## ABOUT THIS EXERCISE
Show every line of the data where the word "stream" can be found.

Dataset entries:
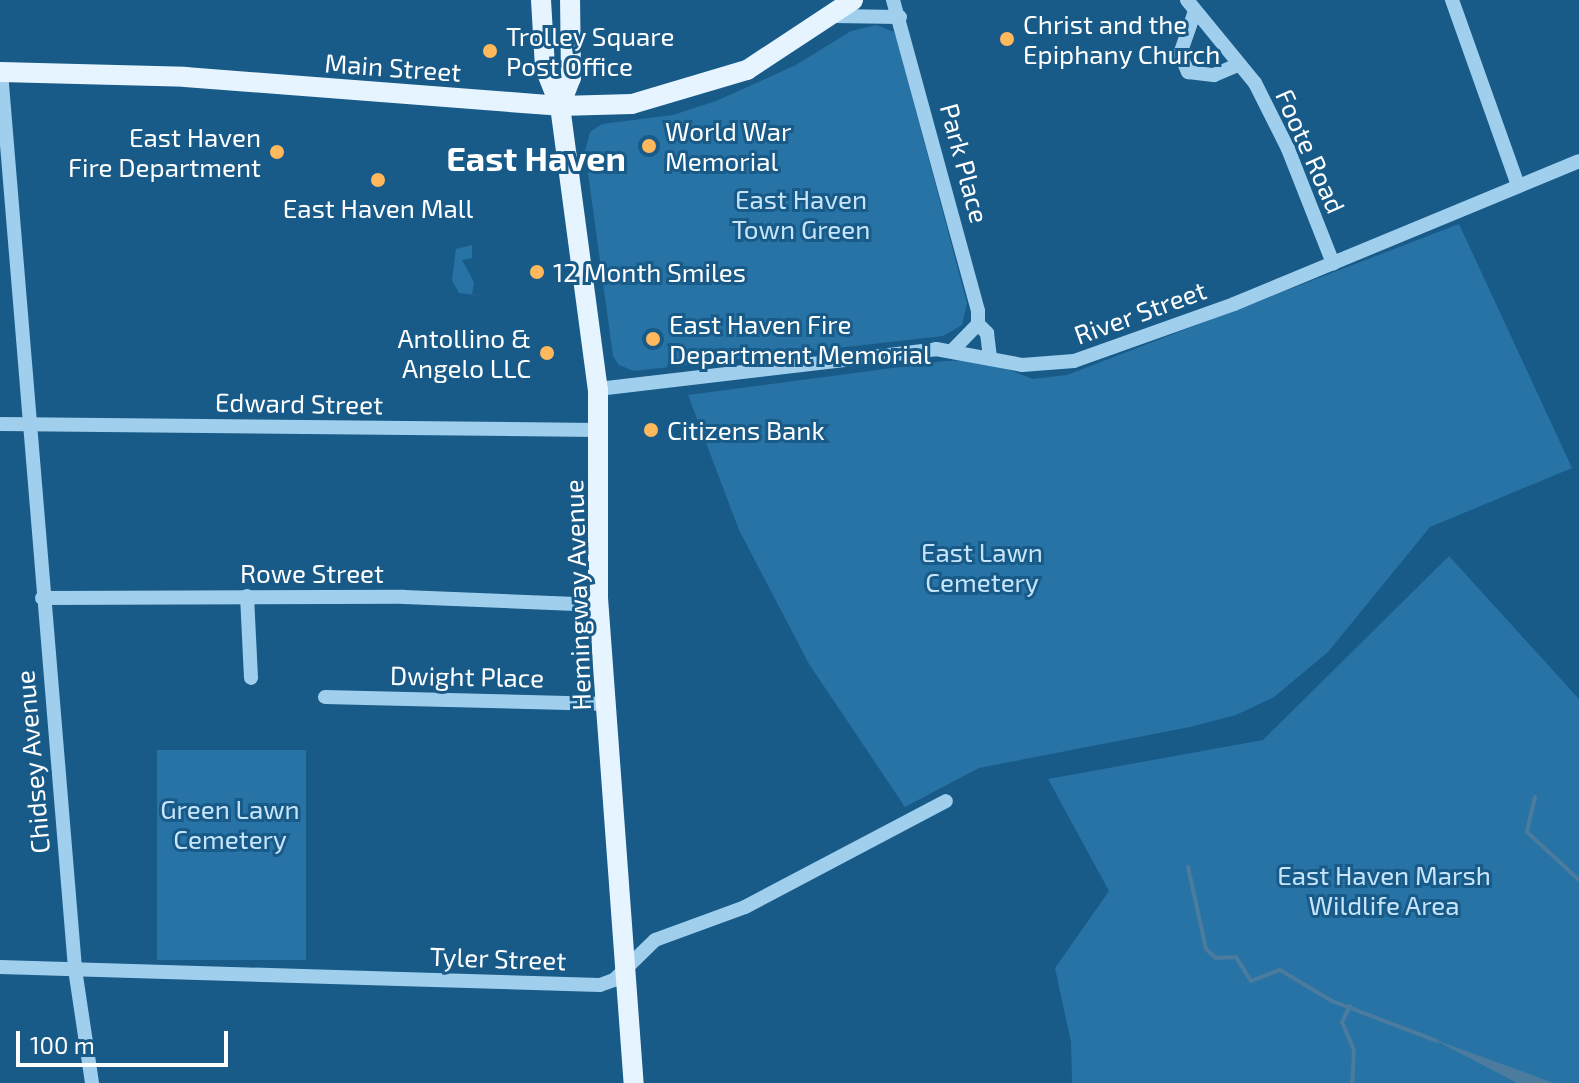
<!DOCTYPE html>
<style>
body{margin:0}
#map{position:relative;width:1579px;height:1083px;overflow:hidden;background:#185a88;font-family:"Exo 2",sans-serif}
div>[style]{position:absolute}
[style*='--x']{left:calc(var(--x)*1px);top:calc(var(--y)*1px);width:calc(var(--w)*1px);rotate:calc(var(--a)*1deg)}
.green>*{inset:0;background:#2873a6;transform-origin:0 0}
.water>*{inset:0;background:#4b7b9d}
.stream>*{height:4px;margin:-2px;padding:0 2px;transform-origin:2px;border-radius:2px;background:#4b7b9d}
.minor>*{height:14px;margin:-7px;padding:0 7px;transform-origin:7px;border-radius:7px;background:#a0cfed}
.major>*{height:20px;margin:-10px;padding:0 10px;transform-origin:10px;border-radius:10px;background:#e6f4ff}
.dots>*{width:22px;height:22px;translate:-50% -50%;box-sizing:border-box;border:4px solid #185a88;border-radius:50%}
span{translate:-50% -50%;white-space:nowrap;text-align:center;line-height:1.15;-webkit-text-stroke:6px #185a88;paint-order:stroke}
.poi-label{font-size:26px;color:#fff}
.left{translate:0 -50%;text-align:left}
.right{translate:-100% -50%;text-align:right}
.street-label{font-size:26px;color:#fff}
.park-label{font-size:26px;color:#c6e5fa}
.district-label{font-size:34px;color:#fff;font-weight:700}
.scale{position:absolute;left:16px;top:1031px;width:212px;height:36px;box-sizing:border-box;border:4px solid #fff;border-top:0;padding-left:10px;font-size:24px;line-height:28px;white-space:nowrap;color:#fff;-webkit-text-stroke:6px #185a88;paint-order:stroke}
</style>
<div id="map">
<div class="green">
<i style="clip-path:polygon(876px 25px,894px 32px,897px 40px,967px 303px,962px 325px,943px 336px,634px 371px,619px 365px,613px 356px,585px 151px,590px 132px,602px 124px,673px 115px,716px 101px,796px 65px,851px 31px)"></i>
<i style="clip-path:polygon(1459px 224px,1572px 468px,1430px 527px,1328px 652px,1274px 697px,1236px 715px,1190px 727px,979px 768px,905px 807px,809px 664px,739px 530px,688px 395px,945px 361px,983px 360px,1033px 379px,1067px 375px)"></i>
<i style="clip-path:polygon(472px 245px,472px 258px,462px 260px,474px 282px,472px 294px,483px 296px,459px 293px,452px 280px,456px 249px)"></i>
<i style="clip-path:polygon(1449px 556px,1579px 699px,1579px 1083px,1072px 1083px,1071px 1042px,1055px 968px,1109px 891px,1048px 779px,1263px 740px)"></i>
<i style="left:157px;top:750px;width:149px;height:210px"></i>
</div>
<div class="water">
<i style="clip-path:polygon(1433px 1039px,1535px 1076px,1553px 1083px,1517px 1083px)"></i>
</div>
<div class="stream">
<i style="--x:1535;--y:797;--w:36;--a:103"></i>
<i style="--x:1527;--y:832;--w:71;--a:42.7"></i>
<i style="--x:1188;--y:867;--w:84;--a:77.6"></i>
<i style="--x:1206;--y:949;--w:13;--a:42"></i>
<i style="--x:1216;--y:958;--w:20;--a:-3"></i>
<i style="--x:1236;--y:957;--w:28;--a:58"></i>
<i style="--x:1251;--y:981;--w:31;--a:-21"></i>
<i style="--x:1280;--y:970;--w:61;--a:30.8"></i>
<i style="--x:1332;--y:1001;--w:112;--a:20.9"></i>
<i style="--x:1350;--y:1006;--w:18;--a:117"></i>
<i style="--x:1342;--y:1022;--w:30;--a:67"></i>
<i style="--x:1354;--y:1050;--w:33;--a:93"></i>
</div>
<div class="minor">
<i style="--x:893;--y:0;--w:322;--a:74.7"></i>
<i style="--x:978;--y:311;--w:13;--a:90"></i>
<i style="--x:978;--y:324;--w:35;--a:134"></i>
<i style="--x:1187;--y:0;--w:107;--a:50.7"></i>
<i style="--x:1255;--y:83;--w:74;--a:63.4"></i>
<i style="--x:1288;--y:149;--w:123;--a:68.5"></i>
<i style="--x:1452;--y:0;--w:196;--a:70.4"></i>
<i style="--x:1195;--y:11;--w:46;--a:109.2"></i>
<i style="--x:1180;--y:54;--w:20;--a:66"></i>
<i style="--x:1188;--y:72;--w:26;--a:7"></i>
<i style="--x:1214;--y:75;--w:25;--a:-23"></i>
<i style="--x:834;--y:16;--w:66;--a:0.9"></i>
<i style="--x:1;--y:72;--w:900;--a:85.28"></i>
<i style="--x:75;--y:969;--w:115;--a:81.5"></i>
<i style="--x:978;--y:324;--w:13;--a:45"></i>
<i style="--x:987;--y:333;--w:23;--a:83"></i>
<i style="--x:598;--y:389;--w:340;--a:-6.7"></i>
<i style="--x:936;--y:349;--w:87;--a:10.5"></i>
<i style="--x:1022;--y:365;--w:52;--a:-4.4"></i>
<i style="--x:1074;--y:361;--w:170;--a:-19.6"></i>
<i style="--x:1234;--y:304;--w:373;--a:-22.5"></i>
<i style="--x:0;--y:424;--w:598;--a:0.57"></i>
<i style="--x:247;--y:596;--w:82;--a:87.2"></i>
<i style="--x:42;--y:598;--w:362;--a:-0.2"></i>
<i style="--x:404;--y:597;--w:178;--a:2.3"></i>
<i style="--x:325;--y:697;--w:282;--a:1.4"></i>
<i style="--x:0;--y:967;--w:600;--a:1.72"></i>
<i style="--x:600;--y:985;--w:15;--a:-20"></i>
<i style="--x:614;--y:980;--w:57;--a:-44.3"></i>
<i style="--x:655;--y:940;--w:96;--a:-20.1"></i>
<i style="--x:745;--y:907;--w:227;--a:-27.8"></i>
</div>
<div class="major">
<i style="--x:541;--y:0;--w:68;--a:86.6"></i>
<i style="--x:545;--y:68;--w:41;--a:68.5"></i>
<i style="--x:560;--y:106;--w:286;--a:82.4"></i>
<i style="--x:598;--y:389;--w:209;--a:90"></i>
<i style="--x:598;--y:598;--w:486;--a:85.8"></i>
<i style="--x:0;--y:72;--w:185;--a:1.5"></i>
<i style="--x:185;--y:77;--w:376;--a:4.4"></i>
<i style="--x:560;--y:106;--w:72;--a:-1.6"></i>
<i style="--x:632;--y:104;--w:120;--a:-16.5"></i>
<i style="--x:747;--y:70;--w:127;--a:-33.4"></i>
<i style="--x:560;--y:106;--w:30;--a:-69"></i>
<i style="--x:571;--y:78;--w:78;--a:-90.7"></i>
</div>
<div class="dots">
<i style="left:1007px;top:39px;background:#ffb85c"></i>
<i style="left:490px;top:51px;background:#ffb85c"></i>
<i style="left:649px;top:146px;background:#ffb85c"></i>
<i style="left:277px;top:152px;background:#ffb85c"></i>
<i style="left:378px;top:180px;background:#ffb85c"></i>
<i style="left:537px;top:272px;background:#ffb85c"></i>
<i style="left:653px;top:339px;background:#ffb85c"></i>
<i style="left:547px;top:353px;background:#ffb85c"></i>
<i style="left:651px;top:430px;background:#ffb85c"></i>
</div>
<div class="poi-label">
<span class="left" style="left:1023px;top:39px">Christ and the<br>Epiphany Church</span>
<span class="left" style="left:506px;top:51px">Trolley Square<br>Post Office</span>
<span class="left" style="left:665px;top:146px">World War<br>Memorial</span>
<span class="right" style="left:261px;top:152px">East Haven<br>Fire Department</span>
<span style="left:378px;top:208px">East Haven Mall</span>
<span class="left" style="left:553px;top:272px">12 Month Smiles</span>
<span class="left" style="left:669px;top:339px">East Haven Fire<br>Department Memorial</span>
<span class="right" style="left:531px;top:353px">Antollino &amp;<br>Angelo LLC</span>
<span class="left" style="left:667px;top:430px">Citizens Bank</span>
</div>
<div class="street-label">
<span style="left:393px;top:67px;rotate:4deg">Main Street</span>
<span style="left:1311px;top:151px;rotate:66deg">Foote Road</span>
<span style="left:965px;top:163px;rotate:75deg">Park Place</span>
<span style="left:1140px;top:312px;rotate:-20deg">River Street</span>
<span style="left:299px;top:403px;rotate:1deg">Edward Street</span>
<span style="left:312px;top:573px">Rowe Street</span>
<span style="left:577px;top:595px;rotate:-92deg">Hemingway Avenue</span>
<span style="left:467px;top:676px;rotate:1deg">Dwight Place</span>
<span style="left:32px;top:762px;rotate:-95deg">Chidsey Avenue</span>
<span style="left:498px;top:958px;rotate:2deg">Tyler Street</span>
</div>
<div class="park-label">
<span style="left:801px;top:214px">East Haven<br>Town Green</span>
<span style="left:982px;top:567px">East Lawn<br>Cemetery</span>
<span style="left:230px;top:824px">Green Lawn<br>Cemetery</span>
<span style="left:1384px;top:890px">East Haven Marsh<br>Wildlife Area</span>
</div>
<div class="district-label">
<span style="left:536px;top:158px">East Haven</span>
</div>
<div class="scale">100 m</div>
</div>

## WRITTEN REPLY
.stream>*{height:4px;margin:-2px;padding:0 2px;transform-origin:2px;border-radius:2px;background:#4b7b9d}
<div class="stream">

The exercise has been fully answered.